=== Section Start ===
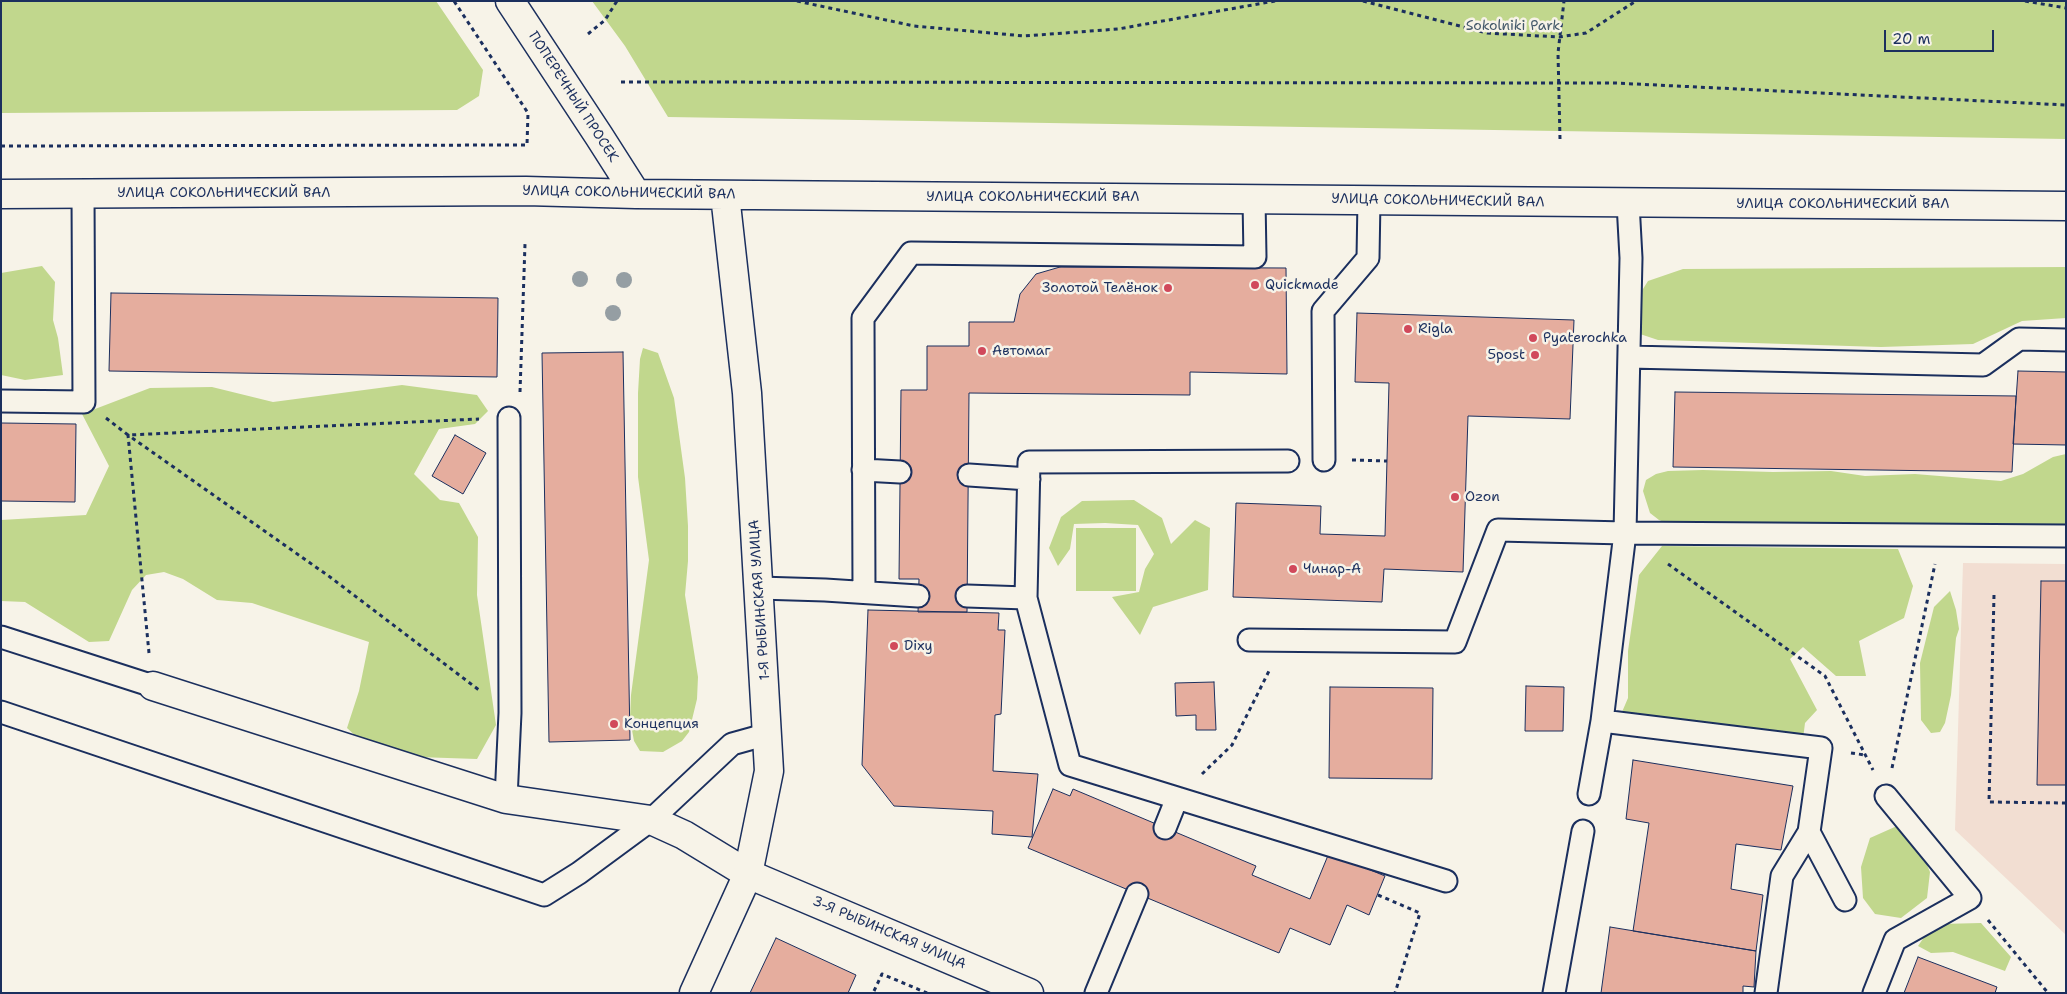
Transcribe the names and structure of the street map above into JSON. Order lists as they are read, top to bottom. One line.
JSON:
{"streets":{"main road":["ПОПЕРЕЧНЫЙ ПРОСЕК","УЛИЦА СОКОЛЬНИЧЕСКИЙ ВАЛ","1-Я РЫБИНСКАЯ УЛИЦА","3-Я РЫБИНСКАЯ УЛИЦА"]},"crossings":[["ПОПЕРЕЧНЫЙ ПРОСЕК","УЛИЦА СОКОЛЬНИЧЕСКИЙ ВАЛ"],["УЛИЦА СОКОЛЬНИЧЕСКИЙ ВАЛ","1-Я РЫБИНСКАЯ УЛИЦА"],["1-Я РЫБИНСКАЯ УЛИЦА","3-Я РЫБИНСКАЯ УЛИЦА"]],"parks":["Sokolniki Park"],"places":["Quickmade","Золотой Телёнок","Rigla","Pyaterochka","Автомаг","5post","Ozon","Чинар-А","Dixy","Концепция"],"scale_bar":"20 m"}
=== Section End ===
▸ Work to be completed
Copy out the material above in full and exactly, but with no pictures.

▸ Solved problem
Transcribe the names and structure of the street map above into JSON. Order lists as they are read, top to bottom. One line.
JSON:
{"streets":{"main road":["ПОПЕРЕЧНЫЙ ПРОСЕК","УЛИЦА СОКОЛЬНИЧЕСКИЙ ВАЛ","1-Я РЫБИНСКАЯ УЛИЦА","3-Я РЫБИНСКАЯ УЛИЦА"]},"crossings":[["ПОПЕРЕЧНЫЙ ПРОСЕК","УЛИЦА СОКОЛЬНИЧЕСКИЙ ВАЛ"],["УЛИЦА СОКОЛЬНИЧЕСКИЙ ВАЛ","1-Я РЫБИНСКАЯ УЛИЦА"],["1-Я РЫБИНСКАЯ УЛИЦА","3-Я РЫБИНСКАЯ УЛИЦА"]],"parks":["Sokolniki Park"],"places":["Quickmade","Золотой Телёнок","Rigla","Pyaterochka","Автомаг","5post","Ozon","Чинар-А","Dixy","Концепция"],"scale_bar":"20 m"}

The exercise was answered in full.